**Activity:**
Output all the entries below. Each must match exactly.
+++++
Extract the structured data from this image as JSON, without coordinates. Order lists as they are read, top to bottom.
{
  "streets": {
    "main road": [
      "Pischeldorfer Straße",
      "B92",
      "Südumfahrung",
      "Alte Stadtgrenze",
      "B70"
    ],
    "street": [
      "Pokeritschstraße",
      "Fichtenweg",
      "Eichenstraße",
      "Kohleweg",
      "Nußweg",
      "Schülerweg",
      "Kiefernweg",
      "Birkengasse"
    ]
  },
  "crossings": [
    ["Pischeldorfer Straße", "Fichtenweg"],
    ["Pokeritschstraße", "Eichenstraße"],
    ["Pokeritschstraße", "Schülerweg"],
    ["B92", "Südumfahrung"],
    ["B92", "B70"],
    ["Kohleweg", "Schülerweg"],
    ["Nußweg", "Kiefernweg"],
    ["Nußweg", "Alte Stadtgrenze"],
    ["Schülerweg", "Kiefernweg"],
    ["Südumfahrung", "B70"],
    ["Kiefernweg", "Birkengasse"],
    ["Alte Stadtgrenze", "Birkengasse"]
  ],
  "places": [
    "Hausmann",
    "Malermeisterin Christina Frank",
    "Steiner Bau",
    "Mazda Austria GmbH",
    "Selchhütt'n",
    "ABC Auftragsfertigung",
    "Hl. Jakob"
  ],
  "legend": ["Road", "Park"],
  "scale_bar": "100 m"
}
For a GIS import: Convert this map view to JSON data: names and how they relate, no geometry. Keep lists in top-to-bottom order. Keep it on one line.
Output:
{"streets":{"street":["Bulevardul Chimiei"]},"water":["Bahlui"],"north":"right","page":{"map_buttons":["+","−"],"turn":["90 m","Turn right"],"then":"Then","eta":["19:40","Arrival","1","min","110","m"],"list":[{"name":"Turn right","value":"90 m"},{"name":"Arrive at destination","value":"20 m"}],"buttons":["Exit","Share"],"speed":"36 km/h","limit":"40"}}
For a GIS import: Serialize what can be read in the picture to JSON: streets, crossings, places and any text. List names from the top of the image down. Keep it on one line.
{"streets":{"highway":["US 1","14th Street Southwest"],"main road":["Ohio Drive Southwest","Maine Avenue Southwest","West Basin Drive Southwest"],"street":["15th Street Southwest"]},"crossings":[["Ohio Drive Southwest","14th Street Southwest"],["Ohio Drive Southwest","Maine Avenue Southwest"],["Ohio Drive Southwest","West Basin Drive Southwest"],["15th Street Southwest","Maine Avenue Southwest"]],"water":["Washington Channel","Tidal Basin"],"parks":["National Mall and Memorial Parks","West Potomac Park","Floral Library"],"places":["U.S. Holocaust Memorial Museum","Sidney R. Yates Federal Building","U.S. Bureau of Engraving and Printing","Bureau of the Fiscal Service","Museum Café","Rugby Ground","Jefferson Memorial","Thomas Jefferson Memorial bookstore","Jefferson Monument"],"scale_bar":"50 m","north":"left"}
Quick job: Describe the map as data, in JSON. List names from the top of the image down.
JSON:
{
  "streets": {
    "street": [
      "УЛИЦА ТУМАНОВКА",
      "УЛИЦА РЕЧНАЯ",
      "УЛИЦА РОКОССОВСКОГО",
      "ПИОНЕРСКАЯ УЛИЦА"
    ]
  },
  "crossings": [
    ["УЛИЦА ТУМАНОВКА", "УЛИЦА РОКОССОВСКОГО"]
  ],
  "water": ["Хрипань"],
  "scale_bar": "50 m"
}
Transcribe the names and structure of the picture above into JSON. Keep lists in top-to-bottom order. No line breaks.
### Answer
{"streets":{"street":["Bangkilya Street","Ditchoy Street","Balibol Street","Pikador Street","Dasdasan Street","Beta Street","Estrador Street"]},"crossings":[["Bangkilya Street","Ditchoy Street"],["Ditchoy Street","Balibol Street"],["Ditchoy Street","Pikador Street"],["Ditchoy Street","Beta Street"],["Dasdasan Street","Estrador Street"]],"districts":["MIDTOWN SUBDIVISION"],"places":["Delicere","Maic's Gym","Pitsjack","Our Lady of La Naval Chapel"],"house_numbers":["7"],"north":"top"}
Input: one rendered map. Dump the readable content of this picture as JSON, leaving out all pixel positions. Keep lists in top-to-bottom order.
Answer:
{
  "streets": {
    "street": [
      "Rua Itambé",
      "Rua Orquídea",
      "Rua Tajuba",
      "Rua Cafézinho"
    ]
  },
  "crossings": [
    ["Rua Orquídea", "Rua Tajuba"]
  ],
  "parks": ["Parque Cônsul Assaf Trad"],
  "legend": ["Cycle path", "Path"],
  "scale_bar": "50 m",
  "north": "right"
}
+++++
**Worked solution:**
Extract the structured data from this image as JSON, without coordinates. Order lists as they are read, top to bottom.
{
  "streets": {
    "main road": [
      "Pischeldorfer Straße",
      "B92",
      "Südumfahrung",
      "Alte Stadtgrenze",
      "B70"
    ],
    "street": [
      "Pokeritschstraße",
      "Fichtenweg",
      "Eichenstraße",
      "Kohleweg",
      "Nußweg",
      "Schülerweg",
      "Kiefernweg",
      "Birkengasse"
    ]
  },
  "crossings": [
    ["Pischeldorfer Straße", "Fichtenweg"],
    ["Pokeritschstraße", "Eichenstraße"],
    ["Pokeritschstraße", "Schülerweg"],
    ["B92", "Südumfahrung"],
    ["B92", "B70"],
    ["Kohleweg", "Schülerweg"],
    ["Nußweg", "Kiefernweg"],
    ["Nußweg", "Alte Stadtgrenze"],
    ["Schülerweg", "Kiefernweg"],
    ["Südumfahrung", "B70"],
    ["Kiefernweg", "Birkengasse"],
    ["Alte Stadtgrenze", "Birkengasse"]
  ],
  "places": [
    "Hausmann",
    "Malermeisterin Christina Frank",
    "Steiner Bau",
    "Mazda Austria GmbH",
    "Selchhütt'n",
    "ABC Auftragsfertigung",
    "Hl. Jakob"
  ],
  "legend": ["Road", "Park"],
  "scale_bar": "100 m"
}
For a GIS import: Convert this map view to JSON data: names and how they relate, no geometry. Keep lists in top-to-bottom order. Keep it on one line.
Output:
{"streets":{"street":["Bulevardul Chimiei"]},"water":["Bahlui"],"north":"right","page":{"map_buttons":["+","−"],"turn":["90 m","Turn right"],"then":"Then","eta":["19:40","Arrival","1","min","110","m"],"list":[{"name":"Turn right","value":"90 m"},{"name":"Arrive at destination","value":"20 m"}],"buttons":["Exit","Share"],"speed":"36 km/h","limit":"40"}}
For a GIS import: Serialize what can be read in the picture to JSON: streets, crossings, places and any text. List names from the top of the image down. Keep it on one line.
{"streets":{"highway":["US 1","14th Street Southwest"],"main road":["Ohio Drive Southwest","Maine Avenue Southwest","West Basin Drive Southwest"],"street":["15th Street Southwest"]},"crossings":[["Ohio Drive Southwest","14th Street Southwest"],["Ohio Drive Southwest","Maine Avenue Southwest"],["Ohio Drive Southwest","West Basin Drive Southwest"],["15th Street Southwest","Maine Avenue Southwest"]],"water":["Washington Channel","Tidal Basin"],"parks":["National Mall and Memorial Parks","West Potomac Park","Floral Library"],"places":["U.S. Holocaust Memorial Museum","Sidney R. Yates Federal Building","U.S. Bureau of Engraving and Printing","Bureau of the Fiscal Service","Museum Café","Rugby Ground","Jefferson Memorial","Thomas Jefferson Memorial bookstore","Jefferson Monument"],"scale_bar":"50 m","north":"left"}
Quick job: Describe the map as data, in JSON. List names from the top of the image down.
JSON:
{
  "streets": {
    "street": [
      "УЛИЦА ТУМАНОВКА",
      "УЛИЦА РЕЧНАЯ",
      "УЛИЦА РОКОССОВСКОГО",
      "ПИОНЕРСКАЯ УЛИЦА"
    ]
  },
  "crossings": [
    ["УЛИЦА ТУМАНОВКА", "УЛИЦА РОКОССОВСКОГО"]
  ],
  "water": ["Хрипань"],
  "scale_bar": "50 m"
}
Transcribe the names and structure of the picture above into JSON. Keep lists in top-to-bottom order. No line breaks.
### Answer
{"streets":{"street":["Bangkilya Street","Ditchoy Street","Balibol Street","Pikador Street","Dasdasan Street","Beta Street","Estrador Street"]},"crossings":[["Bangkilya Street","Ditchoy Street"],["Ditchoy Street","Balibol Street"],["Ditchoy Street","Pikador Street"],["Ditchoy Street","Beta Street"],["Dasdasan Street","Estrador Street"]],"districts":["MIDTOWN SUBDIVISION"],"places":["Delicere","Maic's Gym","Pitsjack","Our Lady of La Naval Chapel"],"house_numbers":["7"],"north":"top"}
Input: one rendered map. Dump the readable content of this picture as JSON, leaving out all pixel positions. Keep lists in top-to-bottom order.
Answer:
{
  "streets": {
    "street": [
      "Rua Itambé",
      "Rua Orquídea",
      "Rua Tajuba",
      "Rua Cafézinho"
    ]
  },
  "crossings": [
    ["Rua Orquídea", "Rua Tajuba"]
  ],
  "parks": ["Parque Cônsul Assaf Trad"],
  "legend": ["Cycle path", "Path"],
  "scale_bar": "50 m",
  "north": "right"
}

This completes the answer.